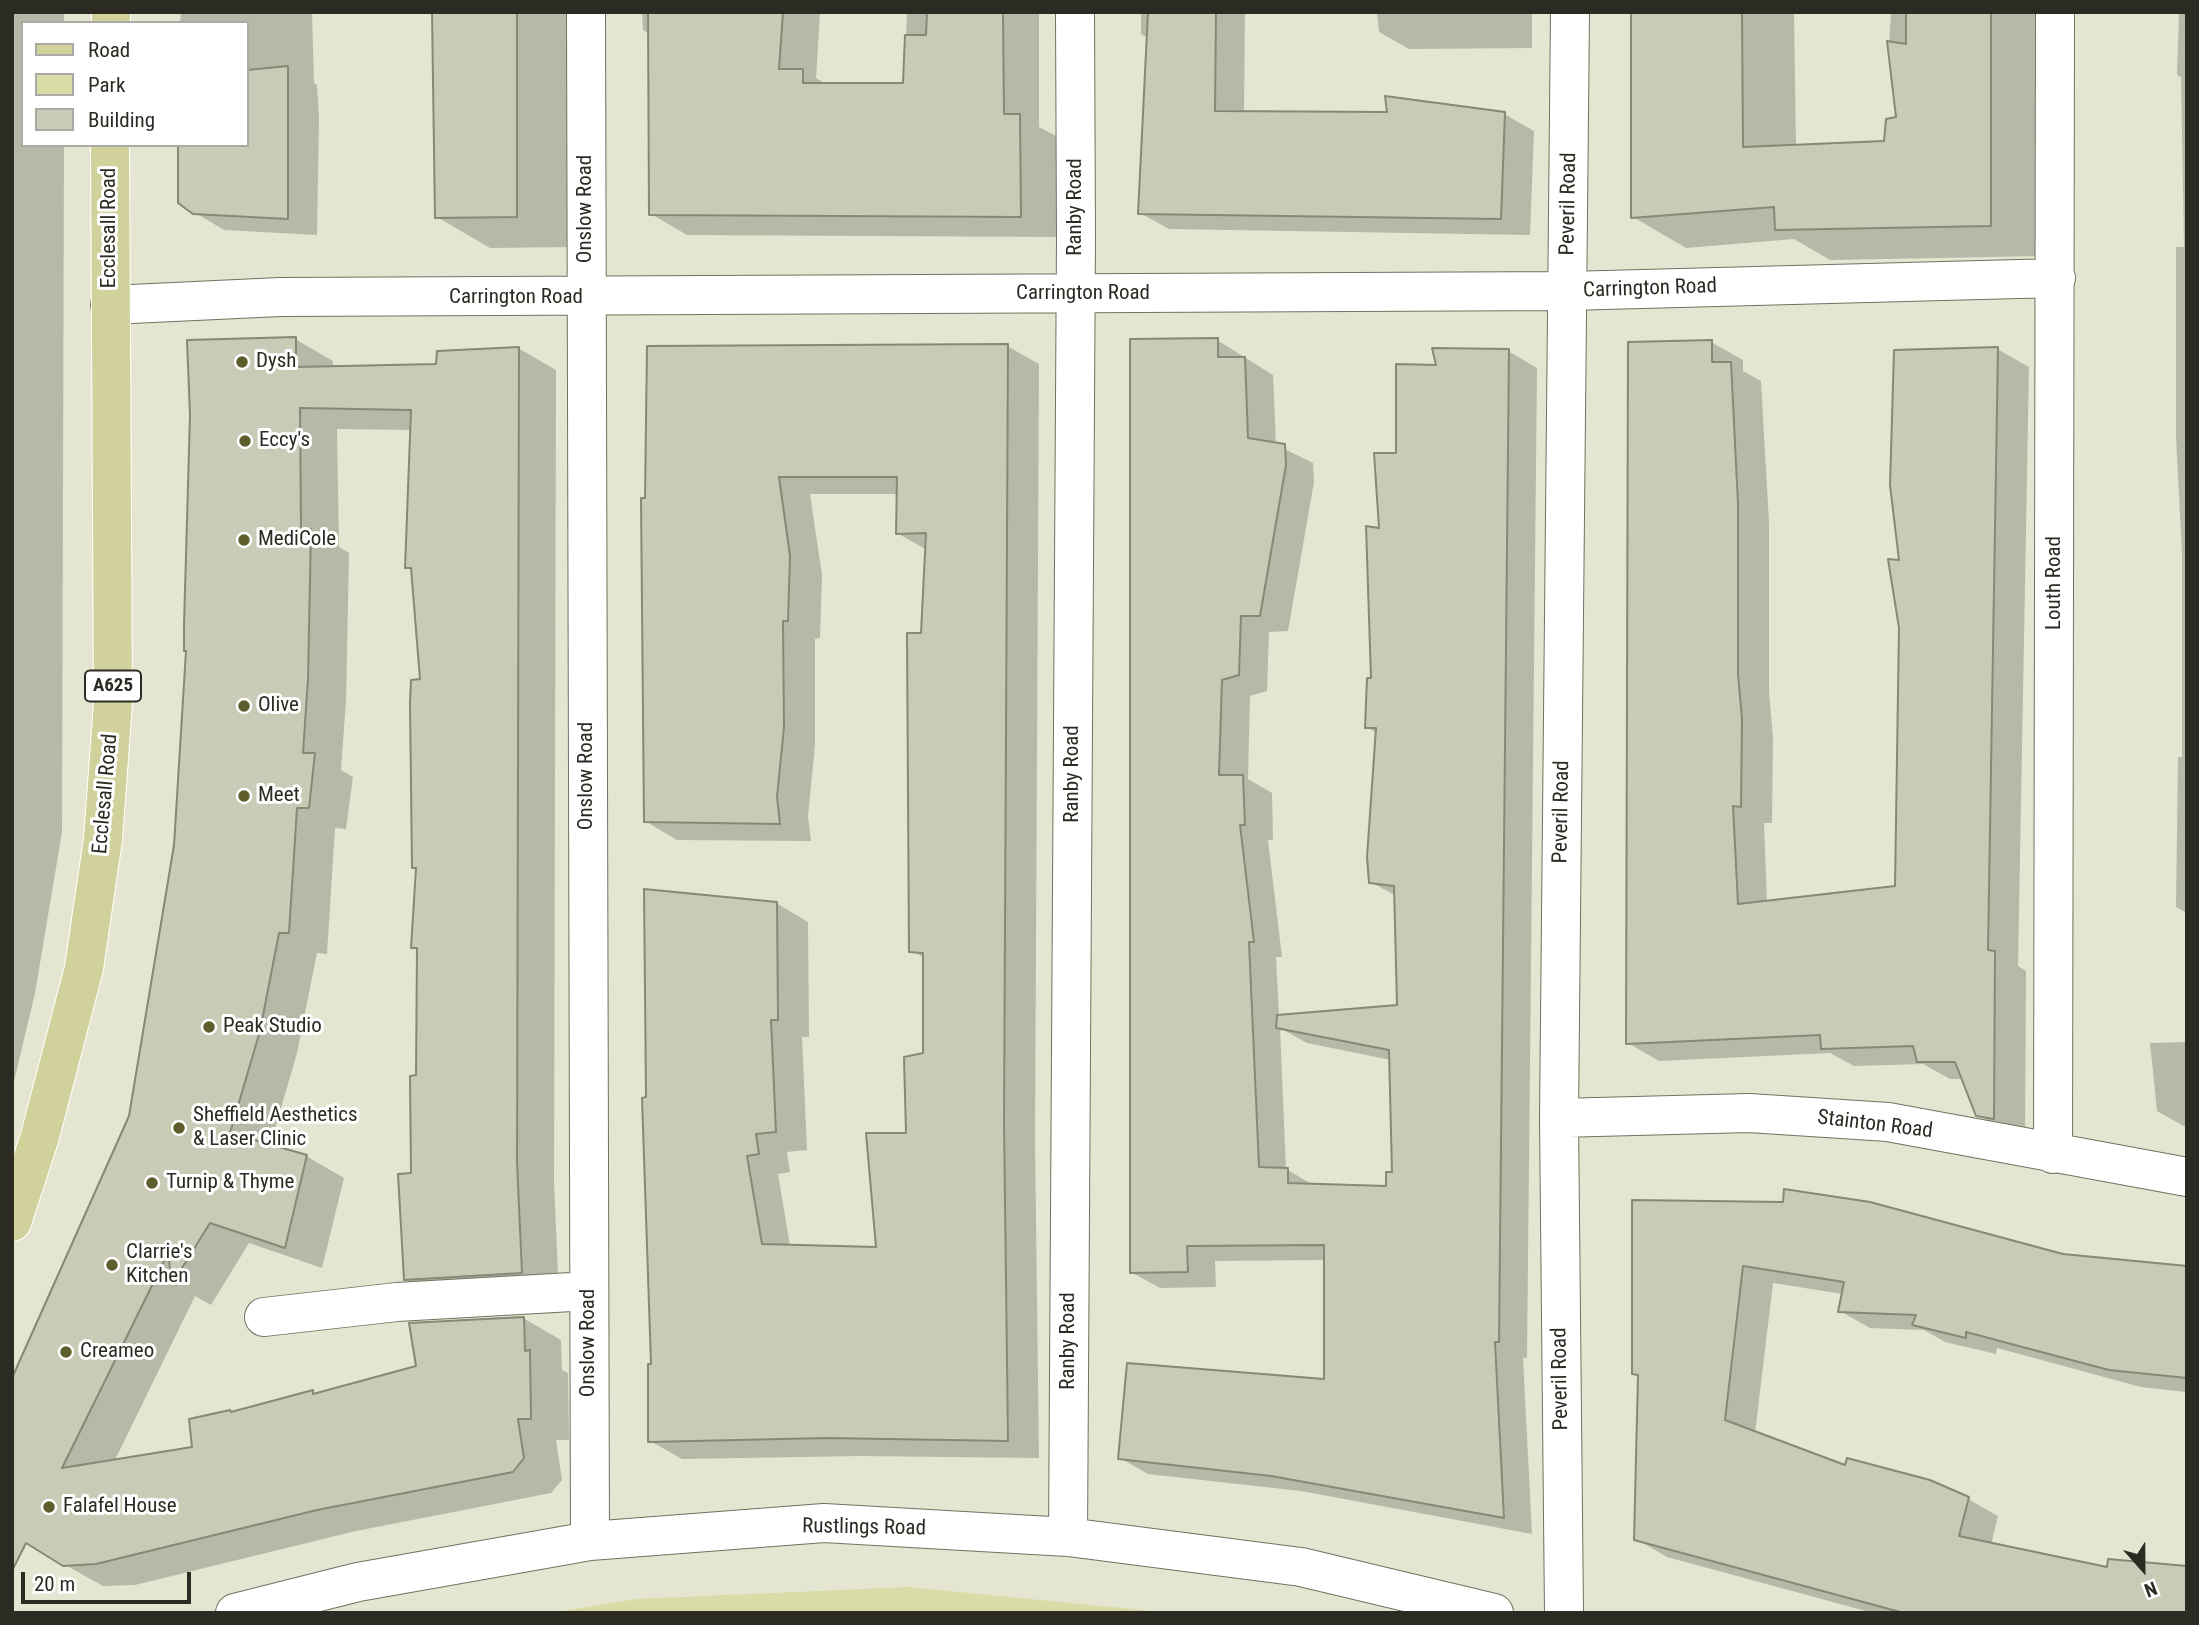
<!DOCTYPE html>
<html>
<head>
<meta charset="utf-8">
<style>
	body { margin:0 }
	#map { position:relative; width:2199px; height:1625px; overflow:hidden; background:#e5e6d1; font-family:"Roboto Condensed",sans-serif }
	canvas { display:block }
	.frame { position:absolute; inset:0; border:14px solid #2b2b23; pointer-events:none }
	.legend { position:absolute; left:21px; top:21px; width:228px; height:126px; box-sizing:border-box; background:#fff; border:2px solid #aaaaa7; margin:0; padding:9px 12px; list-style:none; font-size:21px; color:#2b2b23 }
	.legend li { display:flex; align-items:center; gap:14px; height:35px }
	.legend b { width:35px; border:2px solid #aaaaa7 }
	.north { position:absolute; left:2108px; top:1534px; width:70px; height:70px; -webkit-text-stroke:5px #fff; paint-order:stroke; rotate:159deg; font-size:19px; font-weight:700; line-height:28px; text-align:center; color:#2b2b23 }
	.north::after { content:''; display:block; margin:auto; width:24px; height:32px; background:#2b2b23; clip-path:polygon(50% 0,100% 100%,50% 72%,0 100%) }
	.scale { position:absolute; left:21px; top:1572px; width:170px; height:32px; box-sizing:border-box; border:4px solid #2b2b23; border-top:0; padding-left:9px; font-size:21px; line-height:24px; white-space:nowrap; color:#2b2b23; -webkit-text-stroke:5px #fff; paint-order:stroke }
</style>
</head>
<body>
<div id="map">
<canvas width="2199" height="1625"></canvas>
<div class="frame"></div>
<ul class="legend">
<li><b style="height:9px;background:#d1d29b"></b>Road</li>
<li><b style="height:19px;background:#dadca8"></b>Park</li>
<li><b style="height:19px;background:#cacbb6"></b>Building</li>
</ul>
<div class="north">N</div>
<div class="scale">20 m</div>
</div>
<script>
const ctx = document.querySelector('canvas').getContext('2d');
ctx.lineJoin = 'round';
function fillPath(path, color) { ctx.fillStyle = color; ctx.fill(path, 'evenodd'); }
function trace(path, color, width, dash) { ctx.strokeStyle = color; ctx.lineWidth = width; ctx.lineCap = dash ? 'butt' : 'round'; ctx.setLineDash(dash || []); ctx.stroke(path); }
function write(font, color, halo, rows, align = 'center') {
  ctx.font = font + ' "Roboto Condensed",sans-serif'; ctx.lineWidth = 6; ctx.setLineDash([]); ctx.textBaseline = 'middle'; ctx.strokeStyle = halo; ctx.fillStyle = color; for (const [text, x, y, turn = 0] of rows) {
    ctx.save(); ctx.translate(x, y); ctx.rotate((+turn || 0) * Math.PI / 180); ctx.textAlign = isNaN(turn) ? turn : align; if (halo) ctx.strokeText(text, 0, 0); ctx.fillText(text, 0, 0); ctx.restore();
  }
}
fillPath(new Path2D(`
	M908,1587L1173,1613H549L637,1599Z`), '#dadca8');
fillPath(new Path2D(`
	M12,12H64V23H23V145H64L62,832L35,993L12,1090Z
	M181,12H312L314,83L317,85L319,117L317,235L224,230L194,212L247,145V23H180Z
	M434,12H570V247L490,248L437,217Z
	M642,12H820L816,78L827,85H904L907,14L904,12H1039V127L1056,136L1057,237L687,235L651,214L650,34L643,30Z
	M1141,12H1245L1244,113L1504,114L1534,131L1530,235L1169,229L1140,213L1148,38L1141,34Z
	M1377,12H1532V48L1409,49L1379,32Z
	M1633,12H1794L1796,146L1886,142L1898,118L1889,46L1891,12H2044V256L1830,260L1794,239L1686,248L1633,217Z
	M2179,12H2187V913L2176,907L2178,757H2182V554L2176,437V247H2184L2181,77L2177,75Z
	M295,339L333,361V368L438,366L518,348L556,370L554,1184L559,1294L444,1301L406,1279L418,1077L419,951L413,947L422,681L413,570L407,567L412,430L337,429L339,547L349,553L346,701L341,770L353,777L346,829L335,828L327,954L317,953L297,1053L270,1146L306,1156L344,1178L322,1268L249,1243L211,1305L195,1296L114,1462L194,1449L230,1411L234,1414L312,1392L317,1394L417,1368L523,1318L561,1340L562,1370L568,1373L569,1440H556L562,1480L551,1493L356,1531L135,1585L103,1586L33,1547L138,1082L179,811Z
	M1217,340L1273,375L1276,445L1313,463L1314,482L1288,631L1269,632L1267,691L1250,696L1248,779L1272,793L1273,840H1268L1282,957H1276L1279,1017L1399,1006L1396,896L1371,882L1377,733L1367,727L1381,529L1398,455L1438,367L1508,351L1537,368L1527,1358H1523L1532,1534L1301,1491L1148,1474L1120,1458L1326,1381V1260L1215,1261L1216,1287L1160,1288L1131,1272ZM1280,1028L1307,1043L1391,1060L1393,1174L1387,1188L1315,1186L1286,1169Z
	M1711,342L1743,360V371L1761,381L1769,523V692L1773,738L1772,823H1764L1767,902L1896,887L1901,562L1997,349L2029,367L2018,966L2026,971L2025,1136L2009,1133L1977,1115L1964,1079H1950L1923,1064L1854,1066L1830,1053L1659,1061L1628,1043Z
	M1007,346L1039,364L1035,1140L1039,1458L860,1456L682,1459L650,1441L653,1366L648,1099L776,903L808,922L809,1037H802L807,1150L787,1152L790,1172L778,1174L790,1246L878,1249L925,1054L924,958L911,950L927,550L897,533L899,494H810L822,575L820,638L815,639V745L808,816L811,841L677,840L645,821L643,500Z
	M2187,1042V1128L2157,1111L2150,1043Z
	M1633,1202L2063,1256L2187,1268V1392L2141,1387L1997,1348L1996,1354L1945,1342L1924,1330L1870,1328L1840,1311L1843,1294L1773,1283L1755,1433L1846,1467L1968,1499L1998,1516L1991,1545L2109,1569L2187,1613H1873L1667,1557L1636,1539L1640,1377L1634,1373Z`), '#0003');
const building = new Path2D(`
	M432,12H517V217L435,218Z
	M648,12H783L779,69H803V83H903L905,35H926L927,12H1003L1004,114H1020L1021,217L649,215Z
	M1148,12H1216L1215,111L1387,112L1385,96L1505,112L1501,219L1138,214Z
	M1631,12H1742L1743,147L1884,141L1886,119L1896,117L1887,41L1906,44V12H1991V226L1775,230L1774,207L1631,218Z
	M288,66V219L193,214L178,203V145H247V70Z
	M296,337V367L436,364L437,351L519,347L517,1162L522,1273L404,1280L398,1174L411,1173L410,1076L416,1075L417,948H411L416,868H412L410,703L411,680L420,679L411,568H405L411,410L300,408L301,529H311L308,679L303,753H315L309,808H297L289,933H279L260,1031L230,1133L307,1155L285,1248L210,1223L172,1284L168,1253L62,1468L192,1447L189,1419L230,1410L231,1412L313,1390V1394L416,1366L409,1323L524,1317L525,1351L530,1350L531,1419H518L524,1458L513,1472L317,1510L96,1564L63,1566L26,1543L12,1571V1378L129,1116L174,845L186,651H184V625L190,415L187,340Z
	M1218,338V357H1245L1248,438L1285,444L1286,465L1260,616H1241L1239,675L1222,680L1219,775H1243L1245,825H1240L1254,942H1249L1259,1167L1288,1168V1183L1386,1186V1172H1392L1389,1050L1276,1028L1277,1015L1397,1005L1394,886L1369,883L1367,857L1376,728H1365L1367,678H1371L1366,526L1379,528L1374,453H1396V364L1436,365L1432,348L1509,349L1499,1342H1495L1504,1518L1271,1476L1118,1459L1127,1363L1324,1379V1245L1187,1246L1188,1272L1130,1273V339Z
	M1712,340V362H1731L1738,504V674L1742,719L1741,807L1733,806L1738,904L1895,886L1899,628L1888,559L1899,560L1890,485L1894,350L1998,347L1988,950L1995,951L1994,1119L1976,1116L1955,1062H1917L1913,1046L1821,1049L1820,1035L1626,1044L1628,342Z
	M1008,344L1004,1121L1008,1441L827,1438L648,1442V1364H651L642,1098L646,1097L644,889L777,902L778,1020H771L776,1132L756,1134L759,1154L747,1156L762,1244L876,1247L866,1133H906L904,1057L923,1053V953L909,952L907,633H921L926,533L896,534L897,477H779L790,556L788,621H783L784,727L777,797L780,824L644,822L641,498H645L647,346Z
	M1784,1189L1870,1202L2063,1254L2187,1266V1378L2109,1370L1966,1332V1338L1912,1325L1916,1315L1838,1312L1844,1282L1743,1266L1725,1420L1845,1465L1847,1458L1930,1480L1969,1497L1959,1536L2107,1567L2108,1559L2187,1566V1613H1904L1634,1540L1638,1375L1632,1374V1200L1783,1202Z`);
fillPath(building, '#cacbb6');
trace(building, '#878875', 2);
const minor = new Path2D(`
	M586,12L590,1541
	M110,305L280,297L1567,291L2056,278
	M1559,1118L1749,1113L1888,1122L2187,1177
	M2053,1154L2055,12
	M264,1317L397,1302L589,1291
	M1068,1537L1076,238L1075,12
	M235,1613L358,1582L590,1541L824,1523L1068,1537L1301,1567L1494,1613
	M1564,1613L1559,1118L1570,12`);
const major = new Path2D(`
	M111,12V23
	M12,1222L40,1136L84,968L103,839L113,703L110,145`);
trace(minor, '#717260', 40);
trace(major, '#fff', 40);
trace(minor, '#fff', 38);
trace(major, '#d1d29b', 38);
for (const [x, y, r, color] of [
	[242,362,7,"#5d5e2b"],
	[245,441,7,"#5d5e2b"],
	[244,540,7,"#5d5e2b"],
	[244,706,7,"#5d5e2b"],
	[244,796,7,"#5d5e2b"],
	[209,1027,7,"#5d5e2b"],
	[179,1128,7,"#5d5e2b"],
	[152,1183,7,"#5d5e2b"],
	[112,1265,7,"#5d5e2b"],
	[66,1352,7,"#5d5e2b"],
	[49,1507,7,"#5d5e2b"]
]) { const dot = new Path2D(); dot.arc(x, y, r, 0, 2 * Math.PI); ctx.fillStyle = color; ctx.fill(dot); trace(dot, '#fff', 2.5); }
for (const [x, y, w] of [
	[113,686,56]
]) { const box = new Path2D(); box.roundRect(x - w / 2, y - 15.5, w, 31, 5); ctx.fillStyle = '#fff'; ctx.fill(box); trace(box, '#2b2b23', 2); }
write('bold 19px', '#2b2b23', null, [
	["A625",113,686]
]);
write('21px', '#2b2b23', '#fff', [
	["Peveril Road",1569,204,-89],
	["Ranby Road",1076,207,-90],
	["Onslow Road",586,209,-90],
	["Ecclesall Road",110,228,-90],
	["Carrington Road",1650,289,-2],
	["Carrington Road",1083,294],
	["Carrington Road",516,298],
	["Louth Road",2055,583,-90],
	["Ranby Road",1073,774,-90],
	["Onslow Road",587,776,-90],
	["Ecclesall Road",106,794,-85],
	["Peveril Road",1562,812,-89],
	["Stainton Road",1875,1125,7],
	["Ranby Road",1069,1341,-90],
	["Onslow Road",589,1343,-90],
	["Peveril Road",1561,1379,-91],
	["Rustlings Road",864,1528,1]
]);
write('21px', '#2b2b23', '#fff', [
	["Dysh",256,362],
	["Eccy's",259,441],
	["MediCole",258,540],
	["Olive",258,706],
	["Meet",258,796],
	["Peak Studio",223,1027],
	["Sheffield Aesthetics",193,1116],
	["& Laser Clinic",193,1140],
	["Turnip & Thyme",166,1183],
	["Clarrie's",126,1253],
	["Kitchen",126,1277],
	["Creameo",80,1352],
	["Falafel House",63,1507]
], 'left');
</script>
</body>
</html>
---
▶ **PROMPT**
Within the records, on how many lines does the word "function" appear? Provide the number alone.

▶ **YOUR SOLUTION**
3